Scan the entries below and state how many lines contain "Bank". No other output.

___

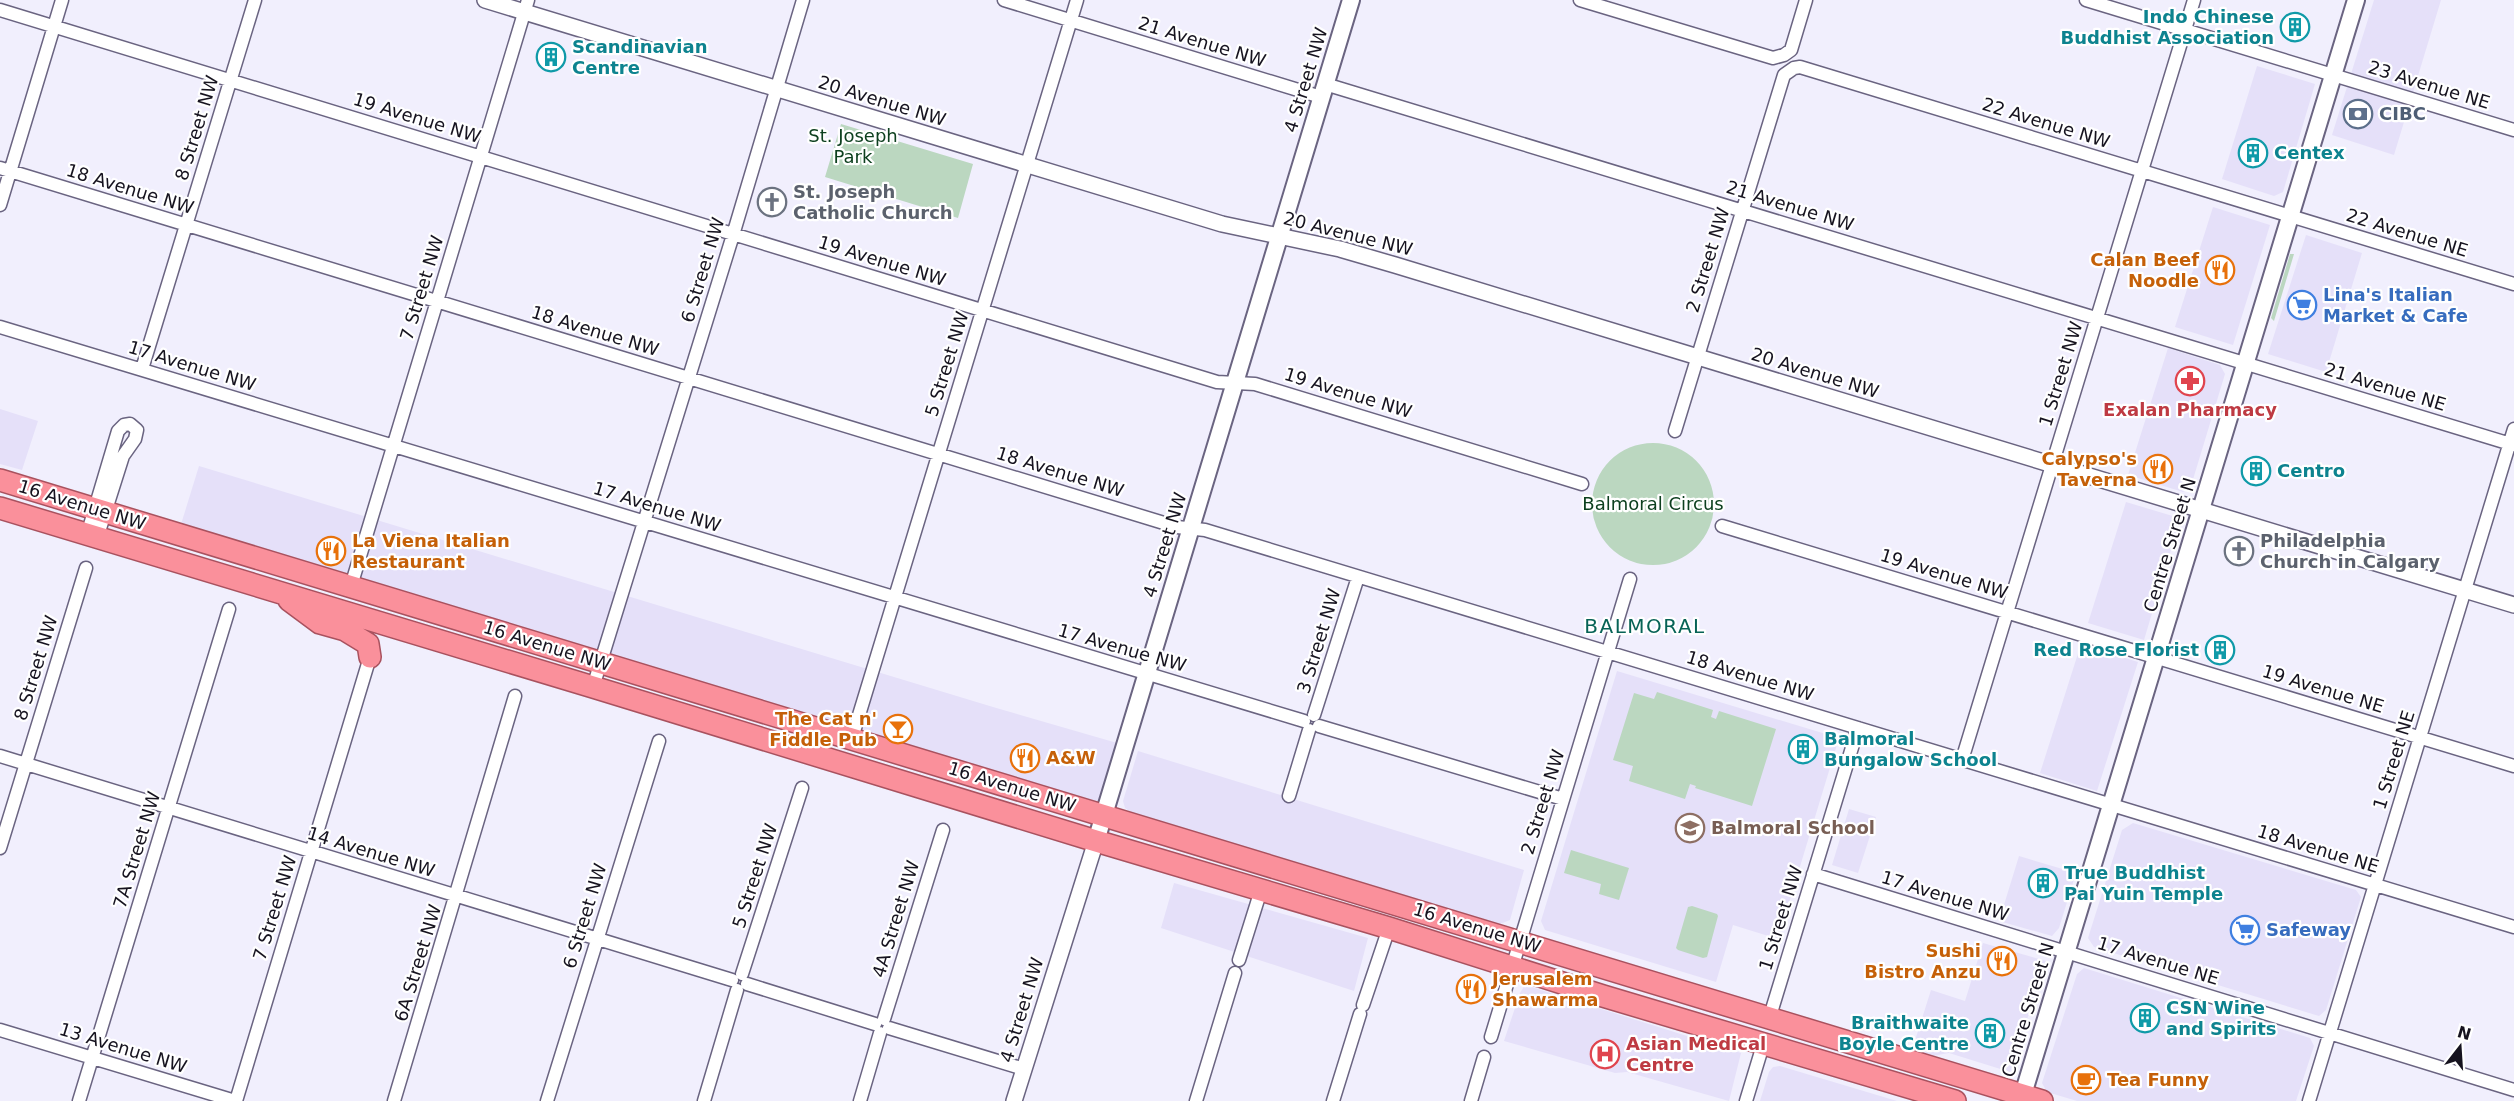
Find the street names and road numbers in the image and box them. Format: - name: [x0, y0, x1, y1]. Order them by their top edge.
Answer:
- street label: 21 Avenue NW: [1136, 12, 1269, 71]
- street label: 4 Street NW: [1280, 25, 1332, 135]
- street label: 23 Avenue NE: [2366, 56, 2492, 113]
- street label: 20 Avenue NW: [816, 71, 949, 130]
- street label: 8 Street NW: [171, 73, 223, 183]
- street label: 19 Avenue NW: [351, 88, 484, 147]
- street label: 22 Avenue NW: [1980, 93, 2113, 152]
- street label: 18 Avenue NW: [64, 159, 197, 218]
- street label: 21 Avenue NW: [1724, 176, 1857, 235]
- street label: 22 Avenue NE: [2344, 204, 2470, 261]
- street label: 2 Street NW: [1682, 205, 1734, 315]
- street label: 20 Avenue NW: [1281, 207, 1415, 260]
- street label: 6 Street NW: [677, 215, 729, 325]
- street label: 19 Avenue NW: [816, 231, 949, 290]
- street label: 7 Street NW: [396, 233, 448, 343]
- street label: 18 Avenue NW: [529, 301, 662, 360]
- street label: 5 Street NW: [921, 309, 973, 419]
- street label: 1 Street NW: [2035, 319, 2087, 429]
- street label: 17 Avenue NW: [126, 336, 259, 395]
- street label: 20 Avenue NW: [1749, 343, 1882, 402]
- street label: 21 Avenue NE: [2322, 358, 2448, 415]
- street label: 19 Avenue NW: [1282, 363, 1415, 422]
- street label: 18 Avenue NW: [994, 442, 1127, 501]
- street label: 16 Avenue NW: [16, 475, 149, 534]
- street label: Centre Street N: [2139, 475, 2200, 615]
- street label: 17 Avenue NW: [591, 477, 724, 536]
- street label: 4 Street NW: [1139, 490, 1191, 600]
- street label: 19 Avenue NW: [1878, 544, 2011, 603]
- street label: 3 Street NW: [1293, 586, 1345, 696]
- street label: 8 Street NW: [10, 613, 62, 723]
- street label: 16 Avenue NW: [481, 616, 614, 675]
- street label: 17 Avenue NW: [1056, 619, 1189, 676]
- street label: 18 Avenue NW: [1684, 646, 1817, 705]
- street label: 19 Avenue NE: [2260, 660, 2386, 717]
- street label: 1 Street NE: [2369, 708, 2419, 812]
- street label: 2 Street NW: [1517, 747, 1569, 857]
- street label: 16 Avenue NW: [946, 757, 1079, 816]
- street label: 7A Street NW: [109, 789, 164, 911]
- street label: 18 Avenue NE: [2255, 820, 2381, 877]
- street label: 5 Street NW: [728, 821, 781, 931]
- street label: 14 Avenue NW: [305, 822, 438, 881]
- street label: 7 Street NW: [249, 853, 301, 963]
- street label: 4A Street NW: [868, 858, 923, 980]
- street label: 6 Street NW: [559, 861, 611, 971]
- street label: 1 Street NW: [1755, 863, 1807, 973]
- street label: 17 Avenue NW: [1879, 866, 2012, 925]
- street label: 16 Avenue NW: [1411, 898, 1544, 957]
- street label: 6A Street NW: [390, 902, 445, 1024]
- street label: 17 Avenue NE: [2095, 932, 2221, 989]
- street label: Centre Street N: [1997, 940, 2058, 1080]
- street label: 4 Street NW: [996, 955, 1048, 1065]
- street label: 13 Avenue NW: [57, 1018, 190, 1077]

___

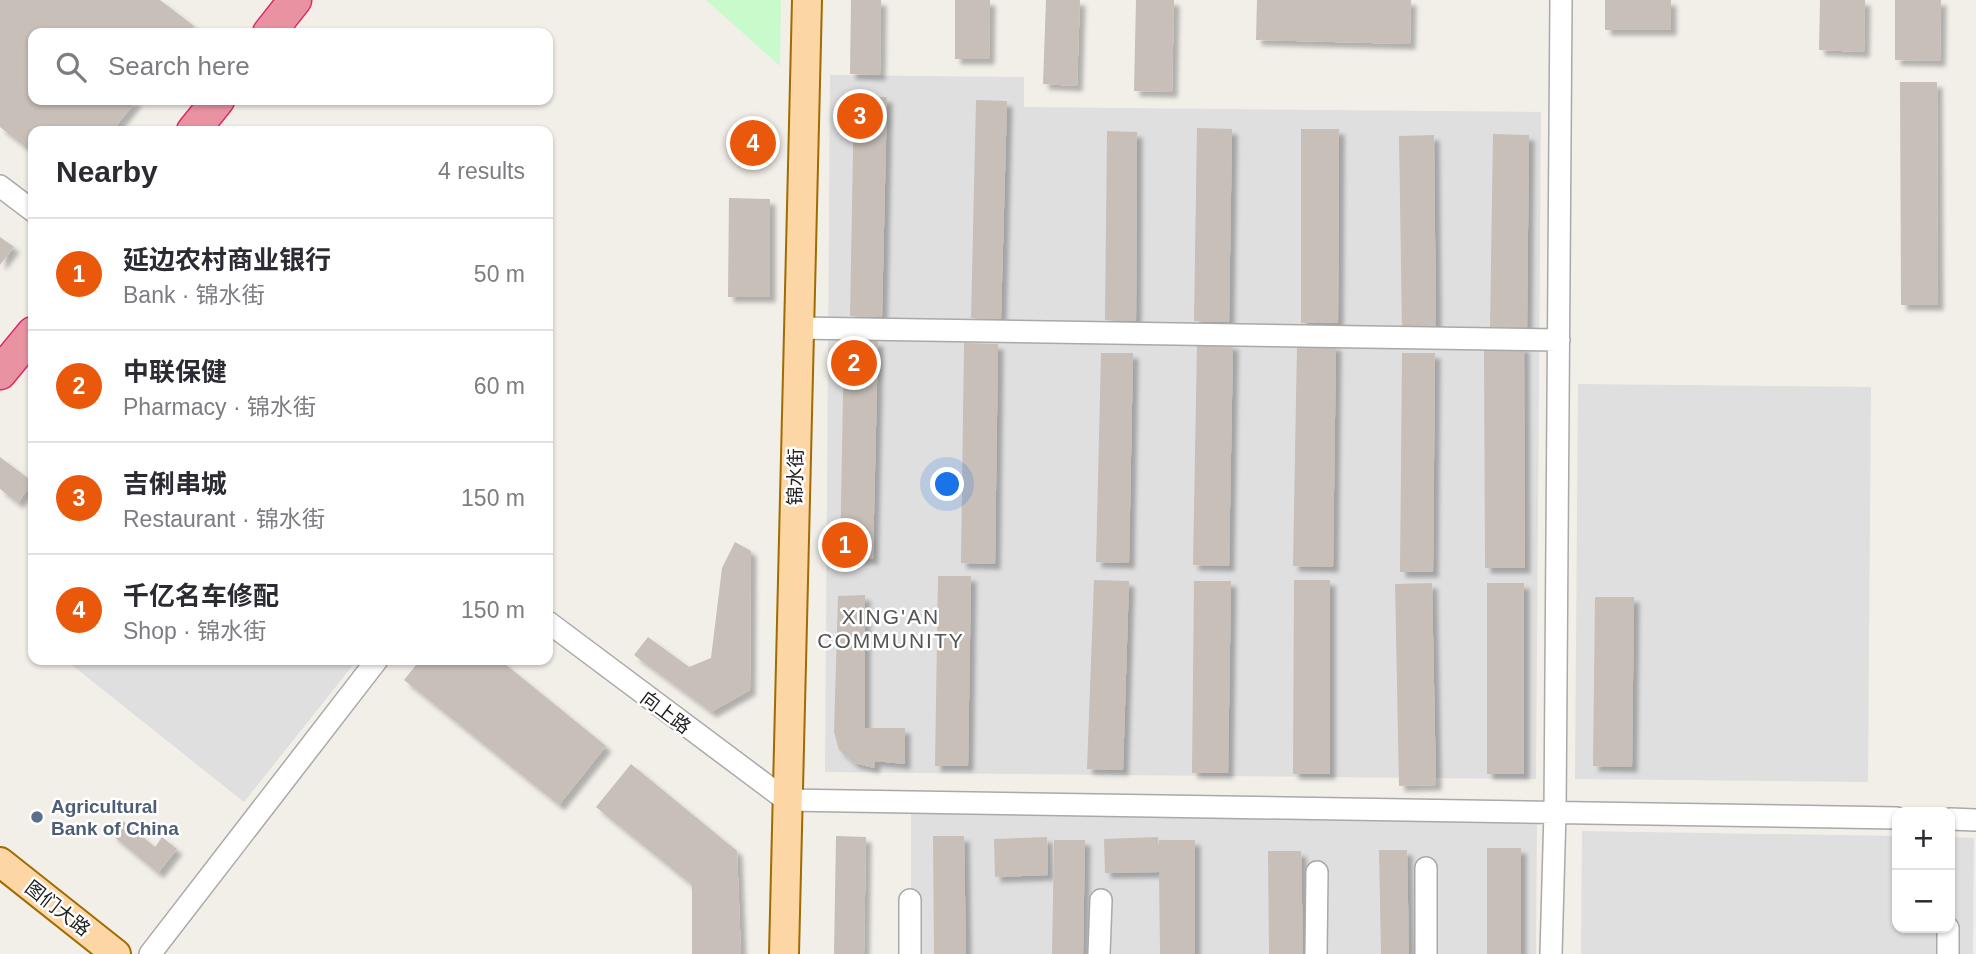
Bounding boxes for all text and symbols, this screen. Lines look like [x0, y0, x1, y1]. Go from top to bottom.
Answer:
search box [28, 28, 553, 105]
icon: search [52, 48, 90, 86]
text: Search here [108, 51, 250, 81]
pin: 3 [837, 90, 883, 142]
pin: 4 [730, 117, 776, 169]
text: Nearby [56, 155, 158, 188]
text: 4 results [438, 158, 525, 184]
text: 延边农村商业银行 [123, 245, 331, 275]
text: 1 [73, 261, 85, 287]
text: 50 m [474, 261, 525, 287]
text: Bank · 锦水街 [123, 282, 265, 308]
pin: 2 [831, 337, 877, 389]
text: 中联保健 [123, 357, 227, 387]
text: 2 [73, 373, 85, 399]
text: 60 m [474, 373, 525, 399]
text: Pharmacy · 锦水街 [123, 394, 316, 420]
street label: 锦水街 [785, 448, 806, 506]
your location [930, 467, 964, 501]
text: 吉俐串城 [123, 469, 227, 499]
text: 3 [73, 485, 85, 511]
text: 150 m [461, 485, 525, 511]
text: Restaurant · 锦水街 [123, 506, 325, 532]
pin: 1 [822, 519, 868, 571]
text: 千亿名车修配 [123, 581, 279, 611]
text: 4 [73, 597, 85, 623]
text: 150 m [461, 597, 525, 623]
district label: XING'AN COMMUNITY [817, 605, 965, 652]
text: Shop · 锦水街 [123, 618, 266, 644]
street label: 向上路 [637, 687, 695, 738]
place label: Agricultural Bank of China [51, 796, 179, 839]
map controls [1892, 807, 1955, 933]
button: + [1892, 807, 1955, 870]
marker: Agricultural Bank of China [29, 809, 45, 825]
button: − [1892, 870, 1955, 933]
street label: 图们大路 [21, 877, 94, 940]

___

## ANSWER FOR THIS EXERCISE
3